*Exercise brief:* Going through the entries below, count each line that holds "gazetteer" and give only the total.

*Available data:*
────────
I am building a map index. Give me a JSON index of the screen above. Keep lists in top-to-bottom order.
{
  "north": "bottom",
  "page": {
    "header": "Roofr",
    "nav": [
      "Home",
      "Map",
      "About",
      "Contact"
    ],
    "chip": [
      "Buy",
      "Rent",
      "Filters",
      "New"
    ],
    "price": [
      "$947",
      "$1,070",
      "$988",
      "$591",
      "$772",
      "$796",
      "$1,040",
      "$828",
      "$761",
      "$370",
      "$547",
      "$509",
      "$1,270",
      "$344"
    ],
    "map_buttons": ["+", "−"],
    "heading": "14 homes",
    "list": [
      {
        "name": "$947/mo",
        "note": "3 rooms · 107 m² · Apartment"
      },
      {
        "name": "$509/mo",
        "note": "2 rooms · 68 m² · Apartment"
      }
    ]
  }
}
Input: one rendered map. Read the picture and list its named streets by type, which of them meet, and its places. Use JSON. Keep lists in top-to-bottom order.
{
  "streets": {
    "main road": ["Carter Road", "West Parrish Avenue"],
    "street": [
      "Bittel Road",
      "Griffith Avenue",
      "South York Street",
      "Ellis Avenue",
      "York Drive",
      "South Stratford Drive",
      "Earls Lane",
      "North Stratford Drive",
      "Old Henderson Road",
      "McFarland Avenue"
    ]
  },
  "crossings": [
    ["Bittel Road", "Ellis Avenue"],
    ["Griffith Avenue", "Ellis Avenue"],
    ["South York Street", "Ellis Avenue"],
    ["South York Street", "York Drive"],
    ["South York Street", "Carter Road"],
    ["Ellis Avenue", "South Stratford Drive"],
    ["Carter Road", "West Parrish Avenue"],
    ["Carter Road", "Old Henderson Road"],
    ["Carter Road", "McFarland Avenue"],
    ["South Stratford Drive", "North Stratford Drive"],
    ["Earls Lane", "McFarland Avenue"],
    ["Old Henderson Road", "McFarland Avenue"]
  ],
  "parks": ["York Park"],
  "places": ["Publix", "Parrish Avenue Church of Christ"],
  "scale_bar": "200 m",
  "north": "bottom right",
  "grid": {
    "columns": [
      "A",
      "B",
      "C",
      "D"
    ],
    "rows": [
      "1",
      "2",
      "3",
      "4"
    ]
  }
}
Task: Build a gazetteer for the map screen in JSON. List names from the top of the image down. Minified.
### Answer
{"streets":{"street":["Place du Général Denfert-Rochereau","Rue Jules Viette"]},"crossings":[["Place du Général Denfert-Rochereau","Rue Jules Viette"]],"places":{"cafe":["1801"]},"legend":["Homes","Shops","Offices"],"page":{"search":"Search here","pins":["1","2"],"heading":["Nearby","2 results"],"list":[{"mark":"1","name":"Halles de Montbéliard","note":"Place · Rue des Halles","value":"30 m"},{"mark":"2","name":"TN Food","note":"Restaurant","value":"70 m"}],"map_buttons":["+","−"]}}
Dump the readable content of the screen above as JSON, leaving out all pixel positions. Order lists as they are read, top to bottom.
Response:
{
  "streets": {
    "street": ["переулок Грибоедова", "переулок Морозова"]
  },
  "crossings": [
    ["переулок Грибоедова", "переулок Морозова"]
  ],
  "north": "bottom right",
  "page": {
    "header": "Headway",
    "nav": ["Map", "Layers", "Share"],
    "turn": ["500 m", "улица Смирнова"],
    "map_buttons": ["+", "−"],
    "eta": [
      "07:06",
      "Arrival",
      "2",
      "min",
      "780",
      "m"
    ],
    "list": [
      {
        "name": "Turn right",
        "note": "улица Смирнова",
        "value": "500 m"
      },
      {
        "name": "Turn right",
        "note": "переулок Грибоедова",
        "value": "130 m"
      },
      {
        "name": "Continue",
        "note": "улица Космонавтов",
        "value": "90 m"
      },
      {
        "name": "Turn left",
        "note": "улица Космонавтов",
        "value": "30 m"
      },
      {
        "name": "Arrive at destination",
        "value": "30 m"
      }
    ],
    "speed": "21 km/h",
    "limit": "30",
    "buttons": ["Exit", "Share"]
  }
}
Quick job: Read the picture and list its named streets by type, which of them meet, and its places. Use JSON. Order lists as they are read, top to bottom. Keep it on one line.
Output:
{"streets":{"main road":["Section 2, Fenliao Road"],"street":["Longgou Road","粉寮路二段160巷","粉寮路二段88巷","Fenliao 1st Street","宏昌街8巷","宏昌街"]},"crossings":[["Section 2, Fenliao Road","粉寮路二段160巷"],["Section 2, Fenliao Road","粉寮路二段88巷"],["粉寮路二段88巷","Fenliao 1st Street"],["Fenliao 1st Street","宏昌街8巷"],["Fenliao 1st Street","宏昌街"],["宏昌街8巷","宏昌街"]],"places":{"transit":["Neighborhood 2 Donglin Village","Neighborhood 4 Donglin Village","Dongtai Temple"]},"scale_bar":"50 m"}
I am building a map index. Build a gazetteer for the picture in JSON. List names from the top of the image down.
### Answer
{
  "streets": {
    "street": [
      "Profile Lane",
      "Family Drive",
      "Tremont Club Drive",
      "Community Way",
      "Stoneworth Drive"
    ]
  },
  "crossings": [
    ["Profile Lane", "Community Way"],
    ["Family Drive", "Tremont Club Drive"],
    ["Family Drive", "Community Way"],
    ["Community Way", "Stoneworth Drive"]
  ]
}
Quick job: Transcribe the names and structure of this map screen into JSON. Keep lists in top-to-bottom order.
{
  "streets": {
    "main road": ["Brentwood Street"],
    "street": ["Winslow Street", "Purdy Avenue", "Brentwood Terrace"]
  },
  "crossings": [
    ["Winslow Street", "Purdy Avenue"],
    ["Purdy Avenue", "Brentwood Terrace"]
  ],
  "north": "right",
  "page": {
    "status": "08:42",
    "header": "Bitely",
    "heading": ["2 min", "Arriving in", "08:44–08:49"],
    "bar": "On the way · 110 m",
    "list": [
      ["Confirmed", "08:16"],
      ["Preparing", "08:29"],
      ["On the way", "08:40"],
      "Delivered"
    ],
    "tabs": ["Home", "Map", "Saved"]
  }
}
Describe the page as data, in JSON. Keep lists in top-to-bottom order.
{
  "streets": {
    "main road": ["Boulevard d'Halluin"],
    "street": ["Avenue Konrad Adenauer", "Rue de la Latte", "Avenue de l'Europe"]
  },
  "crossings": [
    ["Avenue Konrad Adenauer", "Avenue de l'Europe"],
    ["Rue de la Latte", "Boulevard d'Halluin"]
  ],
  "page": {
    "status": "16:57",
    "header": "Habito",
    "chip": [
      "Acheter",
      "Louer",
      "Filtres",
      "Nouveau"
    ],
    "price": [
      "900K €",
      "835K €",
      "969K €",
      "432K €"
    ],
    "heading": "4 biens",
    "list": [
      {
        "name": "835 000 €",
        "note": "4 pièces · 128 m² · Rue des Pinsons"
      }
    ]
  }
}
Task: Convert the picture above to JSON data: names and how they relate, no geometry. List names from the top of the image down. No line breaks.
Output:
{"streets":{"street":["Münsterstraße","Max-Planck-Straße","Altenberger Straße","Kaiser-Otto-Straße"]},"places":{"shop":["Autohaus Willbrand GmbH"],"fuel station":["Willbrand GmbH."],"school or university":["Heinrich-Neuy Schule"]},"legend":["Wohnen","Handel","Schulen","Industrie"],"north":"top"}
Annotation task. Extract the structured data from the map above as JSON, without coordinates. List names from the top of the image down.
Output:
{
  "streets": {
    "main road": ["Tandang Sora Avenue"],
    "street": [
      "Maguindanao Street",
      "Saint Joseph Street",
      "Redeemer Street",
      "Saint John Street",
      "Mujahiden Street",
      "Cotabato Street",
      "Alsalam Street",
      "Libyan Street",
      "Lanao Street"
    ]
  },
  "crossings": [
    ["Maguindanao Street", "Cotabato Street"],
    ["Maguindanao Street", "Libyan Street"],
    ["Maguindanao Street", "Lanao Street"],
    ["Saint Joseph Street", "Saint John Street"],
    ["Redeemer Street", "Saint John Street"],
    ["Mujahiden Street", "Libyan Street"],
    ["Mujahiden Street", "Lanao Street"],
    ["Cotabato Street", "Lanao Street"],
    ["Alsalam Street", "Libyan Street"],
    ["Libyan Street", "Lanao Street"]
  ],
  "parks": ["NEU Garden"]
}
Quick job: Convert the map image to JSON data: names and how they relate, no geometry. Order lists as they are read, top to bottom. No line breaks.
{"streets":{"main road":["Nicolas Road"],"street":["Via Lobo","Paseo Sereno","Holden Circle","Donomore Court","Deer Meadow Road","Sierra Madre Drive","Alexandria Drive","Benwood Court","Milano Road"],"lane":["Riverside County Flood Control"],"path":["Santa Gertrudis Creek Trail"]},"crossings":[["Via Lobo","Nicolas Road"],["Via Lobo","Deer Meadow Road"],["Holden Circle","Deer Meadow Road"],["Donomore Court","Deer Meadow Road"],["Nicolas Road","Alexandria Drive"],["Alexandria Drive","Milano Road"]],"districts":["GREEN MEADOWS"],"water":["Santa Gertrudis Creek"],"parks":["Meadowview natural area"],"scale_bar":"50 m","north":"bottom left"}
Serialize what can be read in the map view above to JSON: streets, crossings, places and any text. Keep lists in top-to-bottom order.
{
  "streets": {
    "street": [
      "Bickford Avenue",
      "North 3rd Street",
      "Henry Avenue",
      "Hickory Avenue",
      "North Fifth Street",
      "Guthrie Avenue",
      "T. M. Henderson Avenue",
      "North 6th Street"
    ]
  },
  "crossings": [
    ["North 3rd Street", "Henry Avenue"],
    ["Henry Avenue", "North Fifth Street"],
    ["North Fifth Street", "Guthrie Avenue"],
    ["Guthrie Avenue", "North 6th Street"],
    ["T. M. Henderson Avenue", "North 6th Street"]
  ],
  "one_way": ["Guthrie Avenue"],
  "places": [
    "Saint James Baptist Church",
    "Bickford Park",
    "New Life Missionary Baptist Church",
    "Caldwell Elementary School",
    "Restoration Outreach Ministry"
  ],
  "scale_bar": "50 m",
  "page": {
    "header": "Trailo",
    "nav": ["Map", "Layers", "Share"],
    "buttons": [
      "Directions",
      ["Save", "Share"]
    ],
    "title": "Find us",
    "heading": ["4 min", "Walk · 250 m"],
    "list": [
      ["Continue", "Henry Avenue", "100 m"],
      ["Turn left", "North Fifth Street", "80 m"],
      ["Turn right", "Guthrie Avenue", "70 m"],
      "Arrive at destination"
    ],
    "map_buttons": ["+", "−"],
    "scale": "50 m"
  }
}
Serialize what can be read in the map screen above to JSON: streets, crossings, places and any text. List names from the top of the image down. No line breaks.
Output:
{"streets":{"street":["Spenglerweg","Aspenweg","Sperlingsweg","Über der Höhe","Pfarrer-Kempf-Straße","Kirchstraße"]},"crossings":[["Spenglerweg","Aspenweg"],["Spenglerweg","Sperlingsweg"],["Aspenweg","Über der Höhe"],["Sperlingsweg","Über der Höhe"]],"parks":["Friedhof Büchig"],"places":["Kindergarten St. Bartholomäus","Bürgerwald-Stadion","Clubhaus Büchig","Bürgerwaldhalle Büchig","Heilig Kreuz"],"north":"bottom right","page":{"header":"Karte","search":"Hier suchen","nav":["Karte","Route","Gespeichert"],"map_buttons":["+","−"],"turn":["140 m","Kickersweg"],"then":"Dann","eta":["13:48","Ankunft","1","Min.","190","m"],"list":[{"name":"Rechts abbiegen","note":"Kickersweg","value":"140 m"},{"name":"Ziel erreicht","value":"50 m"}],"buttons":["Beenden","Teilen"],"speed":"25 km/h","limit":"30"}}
────────
*Result of this task:* 2